WALLED CITY MARATHON: '˜I'll be back to break that record' - vows Eric Koech
WALLED CITY Marathon winner, Eric Koech insists he will return next year in an attempt to break the record after his impressive 2hrs 23:47 run clinched victory at the 2016 event on Sunday.
Last year’s winner, Freddy Sittuk was supposed to be going for a hat-trick of victories but was instead still in Nairobi with visa problems. He holds the record with his classy 2hr 22m 34s from 2015.
Koech had set his sights on breaking that time on Sunday in only his second ever marathon in Europe.
Koech, who finished second in the Belfast Marathon this year, came in just three seconds ahead of fellow Project Africa runner, Dan Tanui as thousands turned out along the 26.2 mile course in the sun to cheer on runners.

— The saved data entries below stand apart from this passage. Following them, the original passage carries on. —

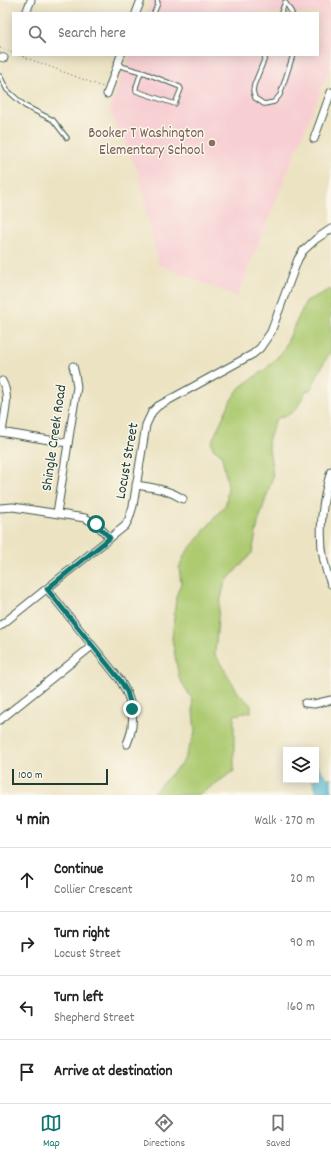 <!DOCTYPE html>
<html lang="en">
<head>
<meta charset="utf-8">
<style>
	:root { --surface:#fff; --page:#f2f2f2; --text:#222; --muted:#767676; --line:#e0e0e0; --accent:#0f766e }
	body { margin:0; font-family:Dekko,sans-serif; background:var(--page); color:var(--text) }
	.controls { position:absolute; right:12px; bottom:12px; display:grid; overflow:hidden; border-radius:0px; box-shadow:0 2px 10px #0003 }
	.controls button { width:36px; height:36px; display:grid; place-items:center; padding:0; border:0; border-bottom:1px solid var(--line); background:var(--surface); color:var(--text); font:20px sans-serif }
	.scale { position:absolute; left:12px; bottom:10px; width:96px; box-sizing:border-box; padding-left:4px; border:2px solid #1f3d34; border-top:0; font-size:11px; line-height:14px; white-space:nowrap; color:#1f3d34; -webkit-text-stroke:3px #fbf7ec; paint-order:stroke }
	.stop { position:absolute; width:12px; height:12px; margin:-9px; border:3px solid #0f766e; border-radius:50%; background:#fff }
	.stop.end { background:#0f766e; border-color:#fff; box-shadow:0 1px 4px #0008 }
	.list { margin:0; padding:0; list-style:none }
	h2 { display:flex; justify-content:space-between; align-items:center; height:52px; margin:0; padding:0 16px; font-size:17px }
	h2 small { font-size:13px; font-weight:400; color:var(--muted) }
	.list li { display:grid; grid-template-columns:26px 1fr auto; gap:12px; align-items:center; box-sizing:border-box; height:64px; padding:0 16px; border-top:1px solid var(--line) }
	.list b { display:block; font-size:15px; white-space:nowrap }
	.list p { margin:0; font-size:13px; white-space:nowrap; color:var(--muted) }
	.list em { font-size:13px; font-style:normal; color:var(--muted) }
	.icon { flex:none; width:22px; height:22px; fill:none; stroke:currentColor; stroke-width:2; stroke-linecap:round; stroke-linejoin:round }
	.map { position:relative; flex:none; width:331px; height:795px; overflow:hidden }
	.search { position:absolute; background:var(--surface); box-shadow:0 2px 10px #0003; left:12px; right:12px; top:12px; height:44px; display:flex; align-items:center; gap:10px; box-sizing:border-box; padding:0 14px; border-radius:0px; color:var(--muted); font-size:15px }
	.sheet { height:308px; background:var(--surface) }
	nav { display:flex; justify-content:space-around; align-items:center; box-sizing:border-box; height:56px; border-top:1px solid var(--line); background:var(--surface); font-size:11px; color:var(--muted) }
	nav a { display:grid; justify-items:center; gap:2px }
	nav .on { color:var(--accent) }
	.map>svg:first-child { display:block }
</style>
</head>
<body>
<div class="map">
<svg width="331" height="795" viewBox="0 0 331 795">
	<rect width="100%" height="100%" fill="#fbf7ec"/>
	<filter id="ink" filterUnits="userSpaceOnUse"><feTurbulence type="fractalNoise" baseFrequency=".025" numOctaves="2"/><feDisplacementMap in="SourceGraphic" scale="8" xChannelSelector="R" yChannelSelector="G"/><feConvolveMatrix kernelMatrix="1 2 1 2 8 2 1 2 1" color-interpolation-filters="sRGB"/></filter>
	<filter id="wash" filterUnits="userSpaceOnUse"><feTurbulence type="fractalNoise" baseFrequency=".012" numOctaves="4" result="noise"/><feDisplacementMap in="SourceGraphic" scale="16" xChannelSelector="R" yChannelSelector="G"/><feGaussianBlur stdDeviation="0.9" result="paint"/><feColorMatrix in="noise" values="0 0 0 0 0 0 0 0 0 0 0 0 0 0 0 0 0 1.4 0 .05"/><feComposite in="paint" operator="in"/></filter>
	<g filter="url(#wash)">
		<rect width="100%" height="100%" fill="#ece3c2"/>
		<path fill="#f7cfd3" d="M151 0H327L331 2V65L237 297 158 264 139 175 109 110 130 55H318V13H146Z"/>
		<path fill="#aecb72" stroke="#668453" d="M331 289V354L328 355 310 390 306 391C295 411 298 412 276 419L268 441 273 476 258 523 252 553 225 582 219 607 215 654 239 694 251 705V712L234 715V771L199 795H151L183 762 195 733 192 699 179 678 172 639 176 597 181 583 179 568 185 554 226 504 228 486 221 453 214 450 211 443 231 400 240 387 266 369 283 351 306 301Z"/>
		<path fill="#54b8d2" stroke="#3a7a83" d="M316 764 327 778H331V795H318L312 780H316Z"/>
	</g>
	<g filter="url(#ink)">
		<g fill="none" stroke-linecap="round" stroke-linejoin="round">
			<defs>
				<g id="lane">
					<path d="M154 13 158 3 157 0"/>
					<path d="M281 13 285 2 292 13"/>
					<path d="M266 55 254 85 253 91 255 98 264 104 274 102 280 95 293 55"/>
					<path d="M117 65 145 73 180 87 181 89 175 104 136 91V87L141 72"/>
					<path d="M0 76 7 90 25 106 53 120 67 138"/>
				</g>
				<g id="street">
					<path d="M26 13 31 0"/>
					<path d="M136 13 141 0"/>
					<path d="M0 57 4 58"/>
					<path d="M107 94 121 55"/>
					<path d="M314 139 331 92"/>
					<path d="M2 381C11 396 4 416 2 432"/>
					<path d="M0 432 68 443"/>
					<path d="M331 471C320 507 316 549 331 584"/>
					<path d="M136 485C153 488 168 489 183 499"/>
					<path d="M0 508 13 507 85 518 96 524 110 538"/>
					<path d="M57 513 77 387 75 374 73 366"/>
					<path d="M47 589 120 680C133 702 137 720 127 744"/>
					<path d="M0 626 125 526 129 519 133 506 146 425 152 412 158 406 253 354 260 348 271 332 298 259 303 251 316 239 331 229"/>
					<path d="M305 703 314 704 331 700"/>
					<path d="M0 720 92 646"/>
				</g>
			</defs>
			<use href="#lane" stroke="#3e5649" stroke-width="5.5"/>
			<use href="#street" stroke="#3e5649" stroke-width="9"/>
			<g stroke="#3e5649" stroke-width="1" stroke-dasharray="1 3" stroke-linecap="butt">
				<path d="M0 48 13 53"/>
				<path d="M19 55 103 87"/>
			</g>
			<use href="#lane" stroke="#fff" stroke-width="3.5"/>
			<use href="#street" stroke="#fff" stroke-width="7"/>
		</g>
	</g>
	<g fill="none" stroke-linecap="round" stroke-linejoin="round" filter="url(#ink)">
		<path stroke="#0f766e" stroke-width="5" d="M96 524 110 538 47 589 120 680 127 692 132 709"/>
	</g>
	<circle fill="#8d6e63" stroke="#fbf7ec" stroke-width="1.5" cx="212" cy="143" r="4"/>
	<g text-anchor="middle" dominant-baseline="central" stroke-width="3" stroke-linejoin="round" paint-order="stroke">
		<g font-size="15" fill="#785e54" stroke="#fbf7ec" text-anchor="end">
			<text x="204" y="134">Booker T Washington<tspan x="204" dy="17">Elementary School</tspan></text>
		</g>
		<g font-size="15" fill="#1f3d34" stroke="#fbf7ec">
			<text transform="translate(55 438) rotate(-82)">Shingle Creek Road</text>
			<text transform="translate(128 461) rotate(-80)">Locust Street</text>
		</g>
	</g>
</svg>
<div class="controls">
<button><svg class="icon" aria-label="layers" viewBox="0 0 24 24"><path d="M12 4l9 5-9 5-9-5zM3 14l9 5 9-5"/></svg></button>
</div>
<div class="scale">100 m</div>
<div class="stop" style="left:96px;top:524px"></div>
<div class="stop end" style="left:132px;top:709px"></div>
<div class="search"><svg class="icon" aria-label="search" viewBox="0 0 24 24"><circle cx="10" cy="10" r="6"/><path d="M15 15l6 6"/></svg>Search here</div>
</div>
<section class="sheet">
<h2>4 min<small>Walk · 270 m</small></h2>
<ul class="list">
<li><svg class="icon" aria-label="ahead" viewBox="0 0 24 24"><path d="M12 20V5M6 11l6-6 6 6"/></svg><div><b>Continue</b><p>Collier Crescent</p></div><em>20 m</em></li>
<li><svg class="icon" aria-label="right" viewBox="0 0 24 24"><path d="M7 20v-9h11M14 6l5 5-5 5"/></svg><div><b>Turn right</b><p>Locust Street</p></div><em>90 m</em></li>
<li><svg class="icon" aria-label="left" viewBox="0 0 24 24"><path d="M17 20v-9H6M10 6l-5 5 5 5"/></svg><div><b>Turn left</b><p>Shepherd Street</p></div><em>160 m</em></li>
<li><svg class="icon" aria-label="arrive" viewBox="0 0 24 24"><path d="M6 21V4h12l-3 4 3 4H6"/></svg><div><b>Arrive at destination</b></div></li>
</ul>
</section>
<nav>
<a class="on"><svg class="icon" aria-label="map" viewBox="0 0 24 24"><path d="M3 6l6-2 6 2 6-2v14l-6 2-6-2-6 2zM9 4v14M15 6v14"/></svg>Map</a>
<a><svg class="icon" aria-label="directions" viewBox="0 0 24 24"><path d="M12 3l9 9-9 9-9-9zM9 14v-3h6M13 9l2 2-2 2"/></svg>Directions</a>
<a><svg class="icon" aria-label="saved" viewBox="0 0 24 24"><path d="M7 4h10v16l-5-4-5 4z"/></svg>Saved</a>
</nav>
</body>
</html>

The Kenyans had battled all the way as they came round the city with Koech proving the stronger in the finishing straight at Guildhall Square to cross the line.
While he was delighted with the win, he felt he could have done better and vowed to return to defend his title in 2017.

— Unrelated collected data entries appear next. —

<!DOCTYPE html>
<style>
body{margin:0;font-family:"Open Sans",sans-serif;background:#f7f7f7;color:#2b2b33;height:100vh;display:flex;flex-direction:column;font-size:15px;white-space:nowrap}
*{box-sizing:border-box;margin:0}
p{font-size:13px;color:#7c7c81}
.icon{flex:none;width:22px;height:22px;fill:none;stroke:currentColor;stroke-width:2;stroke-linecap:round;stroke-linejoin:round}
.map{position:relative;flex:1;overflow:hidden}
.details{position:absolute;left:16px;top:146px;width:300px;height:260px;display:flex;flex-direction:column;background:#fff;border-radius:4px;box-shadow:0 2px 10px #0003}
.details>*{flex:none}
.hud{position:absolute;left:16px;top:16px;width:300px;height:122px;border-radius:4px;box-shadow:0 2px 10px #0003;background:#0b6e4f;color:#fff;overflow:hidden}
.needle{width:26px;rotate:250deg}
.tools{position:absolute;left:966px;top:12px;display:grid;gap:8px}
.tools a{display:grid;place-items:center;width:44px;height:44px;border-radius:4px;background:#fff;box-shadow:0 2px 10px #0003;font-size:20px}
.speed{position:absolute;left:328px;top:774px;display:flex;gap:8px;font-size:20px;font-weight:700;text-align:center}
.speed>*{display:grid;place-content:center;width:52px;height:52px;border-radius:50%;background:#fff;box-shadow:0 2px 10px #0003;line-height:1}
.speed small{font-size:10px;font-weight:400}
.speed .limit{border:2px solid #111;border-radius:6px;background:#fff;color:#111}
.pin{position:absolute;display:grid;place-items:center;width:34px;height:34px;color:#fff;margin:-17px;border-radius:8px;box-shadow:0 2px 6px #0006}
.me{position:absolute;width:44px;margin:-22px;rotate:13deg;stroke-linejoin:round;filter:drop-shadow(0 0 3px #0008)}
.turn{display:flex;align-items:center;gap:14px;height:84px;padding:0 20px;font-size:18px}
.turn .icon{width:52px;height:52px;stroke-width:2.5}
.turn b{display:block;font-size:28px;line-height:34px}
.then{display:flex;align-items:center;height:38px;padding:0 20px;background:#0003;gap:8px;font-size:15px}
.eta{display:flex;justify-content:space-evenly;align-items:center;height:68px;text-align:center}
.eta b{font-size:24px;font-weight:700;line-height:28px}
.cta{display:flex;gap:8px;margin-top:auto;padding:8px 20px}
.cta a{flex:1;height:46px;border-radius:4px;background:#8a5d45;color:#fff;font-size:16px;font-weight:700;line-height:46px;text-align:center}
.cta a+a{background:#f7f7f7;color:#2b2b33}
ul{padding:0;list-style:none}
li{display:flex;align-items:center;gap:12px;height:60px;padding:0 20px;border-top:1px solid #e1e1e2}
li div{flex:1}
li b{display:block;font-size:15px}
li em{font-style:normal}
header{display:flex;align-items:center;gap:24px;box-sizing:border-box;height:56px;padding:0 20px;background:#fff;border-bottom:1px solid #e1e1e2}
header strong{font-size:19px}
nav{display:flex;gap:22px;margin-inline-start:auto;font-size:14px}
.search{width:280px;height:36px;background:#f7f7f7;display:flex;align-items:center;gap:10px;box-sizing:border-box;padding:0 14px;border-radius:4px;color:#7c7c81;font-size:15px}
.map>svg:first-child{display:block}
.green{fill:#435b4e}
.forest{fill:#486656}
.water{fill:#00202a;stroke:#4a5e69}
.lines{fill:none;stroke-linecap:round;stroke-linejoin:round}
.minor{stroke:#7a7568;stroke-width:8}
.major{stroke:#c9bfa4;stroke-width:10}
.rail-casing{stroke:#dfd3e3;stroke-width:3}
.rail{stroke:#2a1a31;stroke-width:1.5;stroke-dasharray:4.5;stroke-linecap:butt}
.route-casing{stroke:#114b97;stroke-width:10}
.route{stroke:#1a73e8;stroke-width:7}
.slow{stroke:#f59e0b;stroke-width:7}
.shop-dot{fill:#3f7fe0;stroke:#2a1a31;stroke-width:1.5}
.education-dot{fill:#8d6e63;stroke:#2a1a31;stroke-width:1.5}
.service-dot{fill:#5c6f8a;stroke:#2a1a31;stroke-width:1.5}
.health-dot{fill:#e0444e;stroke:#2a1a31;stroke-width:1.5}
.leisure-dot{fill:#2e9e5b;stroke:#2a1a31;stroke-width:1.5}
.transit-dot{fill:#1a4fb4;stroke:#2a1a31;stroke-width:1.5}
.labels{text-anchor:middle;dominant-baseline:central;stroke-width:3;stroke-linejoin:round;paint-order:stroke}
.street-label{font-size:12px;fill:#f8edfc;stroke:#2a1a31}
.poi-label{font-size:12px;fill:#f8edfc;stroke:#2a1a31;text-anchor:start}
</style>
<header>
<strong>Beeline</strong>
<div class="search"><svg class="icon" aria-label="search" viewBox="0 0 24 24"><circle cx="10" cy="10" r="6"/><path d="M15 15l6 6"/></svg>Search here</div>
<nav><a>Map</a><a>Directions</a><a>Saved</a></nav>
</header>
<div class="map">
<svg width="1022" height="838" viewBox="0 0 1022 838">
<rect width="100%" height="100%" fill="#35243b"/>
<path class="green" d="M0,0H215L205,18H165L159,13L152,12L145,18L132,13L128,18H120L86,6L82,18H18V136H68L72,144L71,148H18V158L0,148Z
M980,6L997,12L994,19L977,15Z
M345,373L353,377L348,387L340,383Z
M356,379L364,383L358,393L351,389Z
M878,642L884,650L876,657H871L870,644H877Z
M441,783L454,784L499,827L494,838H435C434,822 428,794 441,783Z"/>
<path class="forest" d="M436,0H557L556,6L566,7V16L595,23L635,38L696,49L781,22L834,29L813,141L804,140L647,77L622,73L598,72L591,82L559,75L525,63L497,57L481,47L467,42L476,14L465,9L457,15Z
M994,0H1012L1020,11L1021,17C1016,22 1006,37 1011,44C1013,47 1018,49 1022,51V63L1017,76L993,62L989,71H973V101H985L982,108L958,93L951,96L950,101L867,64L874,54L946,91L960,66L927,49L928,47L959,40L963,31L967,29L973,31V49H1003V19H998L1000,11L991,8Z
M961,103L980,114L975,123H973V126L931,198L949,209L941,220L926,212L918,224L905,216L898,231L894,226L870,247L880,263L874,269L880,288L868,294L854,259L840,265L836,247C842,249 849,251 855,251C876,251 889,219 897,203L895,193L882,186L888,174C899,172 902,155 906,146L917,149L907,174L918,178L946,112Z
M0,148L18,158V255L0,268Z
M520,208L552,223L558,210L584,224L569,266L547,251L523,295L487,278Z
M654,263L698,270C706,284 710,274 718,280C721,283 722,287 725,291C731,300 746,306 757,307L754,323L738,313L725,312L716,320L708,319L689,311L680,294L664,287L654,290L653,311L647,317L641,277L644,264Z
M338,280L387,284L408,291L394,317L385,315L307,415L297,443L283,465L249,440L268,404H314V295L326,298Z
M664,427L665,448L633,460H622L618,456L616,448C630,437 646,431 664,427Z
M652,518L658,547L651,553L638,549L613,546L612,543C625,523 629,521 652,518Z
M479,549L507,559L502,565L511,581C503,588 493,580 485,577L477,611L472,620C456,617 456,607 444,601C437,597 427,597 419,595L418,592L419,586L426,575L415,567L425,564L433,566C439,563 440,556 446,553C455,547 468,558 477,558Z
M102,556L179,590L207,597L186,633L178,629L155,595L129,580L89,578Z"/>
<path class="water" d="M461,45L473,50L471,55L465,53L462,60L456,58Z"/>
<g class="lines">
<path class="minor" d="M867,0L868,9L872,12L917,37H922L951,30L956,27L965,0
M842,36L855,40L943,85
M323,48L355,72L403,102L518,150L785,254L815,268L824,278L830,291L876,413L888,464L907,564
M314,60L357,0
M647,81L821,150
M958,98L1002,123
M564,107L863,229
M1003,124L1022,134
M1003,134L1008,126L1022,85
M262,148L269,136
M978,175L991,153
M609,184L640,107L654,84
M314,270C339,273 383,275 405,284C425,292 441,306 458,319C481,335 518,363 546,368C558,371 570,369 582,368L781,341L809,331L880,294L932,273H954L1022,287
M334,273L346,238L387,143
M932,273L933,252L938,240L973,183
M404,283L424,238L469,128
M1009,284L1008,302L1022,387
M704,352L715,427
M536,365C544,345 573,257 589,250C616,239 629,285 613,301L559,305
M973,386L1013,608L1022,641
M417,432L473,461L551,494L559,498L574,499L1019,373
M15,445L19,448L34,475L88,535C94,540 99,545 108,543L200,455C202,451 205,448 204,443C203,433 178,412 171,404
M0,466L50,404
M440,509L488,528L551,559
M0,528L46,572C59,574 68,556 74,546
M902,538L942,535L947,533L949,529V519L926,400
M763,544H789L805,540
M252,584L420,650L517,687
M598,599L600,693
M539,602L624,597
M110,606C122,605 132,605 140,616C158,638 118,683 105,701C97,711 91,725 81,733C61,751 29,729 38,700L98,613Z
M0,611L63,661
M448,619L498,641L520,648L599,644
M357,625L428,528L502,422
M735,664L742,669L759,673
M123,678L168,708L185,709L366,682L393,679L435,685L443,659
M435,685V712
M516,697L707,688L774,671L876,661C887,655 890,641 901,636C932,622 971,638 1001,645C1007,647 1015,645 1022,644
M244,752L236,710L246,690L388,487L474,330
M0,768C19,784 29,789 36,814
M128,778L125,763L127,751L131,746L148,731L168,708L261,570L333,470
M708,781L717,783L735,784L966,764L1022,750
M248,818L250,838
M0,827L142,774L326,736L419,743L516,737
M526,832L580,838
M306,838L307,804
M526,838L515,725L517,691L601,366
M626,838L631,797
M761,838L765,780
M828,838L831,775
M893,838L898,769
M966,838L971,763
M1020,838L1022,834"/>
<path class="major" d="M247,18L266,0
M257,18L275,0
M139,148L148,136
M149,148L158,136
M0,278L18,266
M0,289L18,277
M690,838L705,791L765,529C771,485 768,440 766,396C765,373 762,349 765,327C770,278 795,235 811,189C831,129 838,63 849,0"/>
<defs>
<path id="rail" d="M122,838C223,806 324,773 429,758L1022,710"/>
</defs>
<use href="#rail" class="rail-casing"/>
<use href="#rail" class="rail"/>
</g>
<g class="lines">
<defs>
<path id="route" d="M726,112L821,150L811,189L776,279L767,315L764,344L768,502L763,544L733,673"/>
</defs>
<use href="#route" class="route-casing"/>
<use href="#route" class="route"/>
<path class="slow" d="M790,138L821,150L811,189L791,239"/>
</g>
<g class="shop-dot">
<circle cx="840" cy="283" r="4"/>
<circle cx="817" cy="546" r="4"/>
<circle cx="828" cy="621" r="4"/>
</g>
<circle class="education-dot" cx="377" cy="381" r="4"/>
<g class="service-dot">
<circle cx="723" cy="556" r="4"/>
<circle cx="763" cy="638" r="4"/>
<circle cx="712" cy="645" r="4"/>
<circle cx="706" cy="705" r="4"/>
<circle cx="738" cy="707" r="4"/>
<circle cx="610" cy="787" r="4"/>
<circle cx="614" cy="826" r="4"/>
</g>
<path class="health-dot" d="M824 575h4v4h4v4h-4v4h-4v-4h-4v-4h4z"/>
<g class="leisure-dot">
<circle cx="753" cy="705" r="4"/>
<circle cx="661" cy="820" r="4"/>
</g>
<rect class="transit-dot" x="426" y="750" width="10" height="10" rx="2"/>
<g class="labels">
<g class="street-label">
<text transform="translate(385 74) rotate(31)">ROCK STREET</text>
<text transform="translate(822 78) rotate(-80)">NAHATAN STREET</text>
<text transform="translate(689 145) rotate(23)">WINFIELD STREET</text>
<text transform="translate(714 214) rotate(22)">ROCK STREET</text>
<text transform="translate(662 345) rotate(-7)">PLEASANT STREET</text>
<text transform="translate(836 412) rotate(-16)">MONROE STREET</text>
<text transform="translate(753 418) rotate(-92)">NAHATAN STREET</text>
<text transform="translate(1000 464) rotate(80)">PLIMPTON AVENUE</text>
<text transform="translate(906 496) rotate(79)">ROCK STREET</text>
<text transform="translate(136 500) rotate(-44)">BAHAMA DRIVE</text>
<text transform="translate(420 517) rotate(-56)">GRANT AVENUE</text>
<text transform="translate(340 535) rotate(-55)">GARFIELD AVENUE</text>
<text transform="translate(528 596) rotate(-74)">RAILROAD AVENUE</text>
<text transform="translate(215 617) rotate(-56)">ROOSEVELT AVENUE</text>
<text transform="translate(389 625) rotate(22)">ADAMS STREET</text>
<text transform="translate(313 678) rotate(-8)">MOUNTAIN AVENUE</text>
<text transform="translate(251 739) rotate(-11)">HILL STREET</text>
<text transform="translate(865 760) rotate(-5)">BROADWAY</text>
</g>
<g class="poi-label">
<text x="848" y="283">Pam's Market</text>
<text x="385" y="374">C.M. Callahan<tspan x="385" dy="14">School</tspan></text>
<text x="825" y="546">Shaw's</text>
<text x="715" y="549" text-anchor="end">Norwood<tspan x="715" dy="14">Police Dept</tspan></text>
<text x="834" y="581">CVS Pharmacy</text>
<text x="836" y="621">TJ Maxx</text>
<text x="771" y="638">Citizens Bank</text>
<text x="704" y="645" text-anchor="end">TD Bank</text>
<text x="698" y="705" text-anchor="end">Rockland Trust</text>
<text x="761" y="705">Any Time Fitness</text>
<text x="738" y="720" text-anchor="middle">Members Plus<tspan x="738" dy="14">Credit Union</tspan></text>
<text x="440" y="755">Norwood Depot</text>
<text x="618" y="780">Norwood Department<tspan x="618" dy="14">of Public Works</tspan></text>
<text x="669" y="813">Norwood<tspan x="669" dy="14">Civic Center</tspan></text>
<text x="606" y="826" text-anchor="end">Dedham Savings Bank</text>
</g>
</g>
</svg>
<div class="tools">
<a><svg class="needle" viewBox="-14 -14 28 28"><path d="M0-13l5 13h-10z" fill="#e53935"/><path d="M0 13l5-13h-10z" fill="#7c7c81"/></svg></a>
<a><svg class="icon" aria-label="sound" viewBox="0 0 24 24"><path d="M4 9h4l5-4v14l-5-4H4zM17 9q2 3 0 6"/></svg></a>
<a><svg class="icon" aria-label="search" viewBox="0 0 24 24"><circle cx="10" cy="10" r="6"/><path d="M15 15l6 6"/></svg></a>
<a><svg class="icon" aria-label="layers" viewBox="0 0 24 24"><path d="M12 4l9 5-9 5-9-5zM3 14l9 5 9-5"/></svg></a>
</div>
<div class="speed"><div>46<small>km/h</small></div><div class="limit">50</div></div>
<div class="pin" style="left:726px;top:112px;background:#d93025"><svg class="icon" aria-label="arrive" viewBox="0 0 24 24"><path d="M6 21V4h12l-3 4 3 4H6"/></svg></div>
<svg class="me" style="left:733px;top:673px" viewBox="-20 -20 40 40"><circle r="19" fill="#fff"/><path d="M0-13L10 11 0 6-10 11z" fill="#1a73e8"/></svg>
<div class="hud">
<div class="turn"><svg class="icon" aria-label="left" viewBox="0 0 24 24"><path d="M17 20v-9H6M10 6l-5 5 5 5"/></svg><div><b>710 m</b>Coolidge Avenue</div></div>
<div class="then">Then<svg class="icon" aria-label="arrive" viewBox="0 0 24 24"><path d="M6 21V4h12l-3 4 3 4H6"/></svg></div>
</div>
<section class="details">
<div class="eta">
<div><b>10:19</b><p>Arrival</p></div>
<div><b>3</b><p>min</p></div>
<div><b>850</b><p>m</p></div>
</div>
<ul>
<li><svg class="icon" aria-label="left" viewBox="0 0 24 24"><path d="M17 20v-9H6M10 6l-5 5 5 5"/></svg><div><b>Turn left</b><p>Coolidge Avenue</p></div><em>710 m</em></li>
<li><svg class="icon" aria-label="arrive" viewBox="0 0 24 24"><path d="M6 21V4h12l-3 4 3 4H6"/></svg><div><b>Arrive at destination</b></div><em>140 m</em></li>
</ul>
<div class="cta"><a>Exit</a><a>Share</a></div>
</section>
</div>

“Next year I’m coming for that record,” smiled the Kenyan. “It was a very hilly course and a lot of it downhill,” added Koech. “This is my fourth marathon. I’ve done two in Kenya and two in Europe. But I’m not so happy with the time because I didn’t break the record. My aim was to break the record but it wasn’t to be.
“I’d be very happy to come back next year. I loved the course and I love the people here and the climate was good.”
Donegal runner, Ciaran McGonagle of Rosses AC finished third in 2:41:24 while Foyle Valley’s Chris McGuinness was first Derry man home in 2:48:31 with Benny Mullan, James Crampsey and Mark Mullan following.
McGuinness was well positioned at the 20 mile mark in fourth place but the soaring heat and the effects of a disrupted training programme due to injury held him back as he approached the daunting hill at Fahan Street.
His time was just short of his 2hr 48mins finish at last year’s event and he was disappointed with his overall performance.
“Right up until the 20 mile mark I felt okay and then my legs went and my head went,” he explained. “I was on my own for far too long and, mentally, it’s tough. Any other year I’ve done a marathon I’ve been in a group or I’ve been able to chase after someone but because I was mainly on my own it was tough going.
“This is the third time I’ve done the Derry marathon. I ran 2:44 the last time I did it. I got 2:48 this time, so I’m disappointed to run slower but the heat had a big part to play in it.
“Every time there was a water station I would have a few mouthfuls, little and often, and get going again. That’s all you can do. I was fourth two years ago and then seventh overall this time but I’ll be back next year.
“About three weeks out I started to get some hamstring problems and training has been a bit all over the place. I thought I had rested enough to get through this but obviously not and it caught up on me.
“At the 20 mile stage I was in fourth and I thought even if I backed off a bit I could get sixth, but those last couple of miles were tough. I enjoyed the people cheering, clapping and supporting me on the way around but, I must say, I didn’t enjoy the run at all.
“The Dublin marathon is the main aim in October but I’ll do a few 5ks and 10ks over the summer but I’ll take a week or 10 days off now and take it easy.”
Female Record Smashed
2008 Olympian and 2015 winner, Pauline Curley from Tullamore was first female home in a new course record of 2:47:23, shaving six seconds off her own time from last year.
“It was nearly 10 seconds faster than last year and I didn’t think I was at that pace at all,” she said. “I just wanted to finish it and see whatever time I came in at. It was particularly warm for the last four or five miles when the sunshine came out.
“I must say the organisation of the event and the sprinklers around the course was top class.
I was running on my own and a lot of things go through your mind when you’re on your own. That last three or four miles were a killer but the crowd lifted me.
“There’s always somebody (to challenge her), you never know who turns up. You could be in the best shape coming into it so you take a win no matter what time you do it in. I’m very grateful to be invited back again.”
Hannah Oldroyd (Saltaire Striders) finished second in the female race in 2hrs 56m 19s and Claire McGuigan (3h 07m 16s) from Lifford-Strabane AC crossed the line in third. It was another tremendous success and there was one very popular happening at the end as first time marathon runner, Bogside man, Joseph Kennedy dropped to one knee and proposed to his girlfriend, Eimear Kelly of Armagh, who accepted to a generous applause.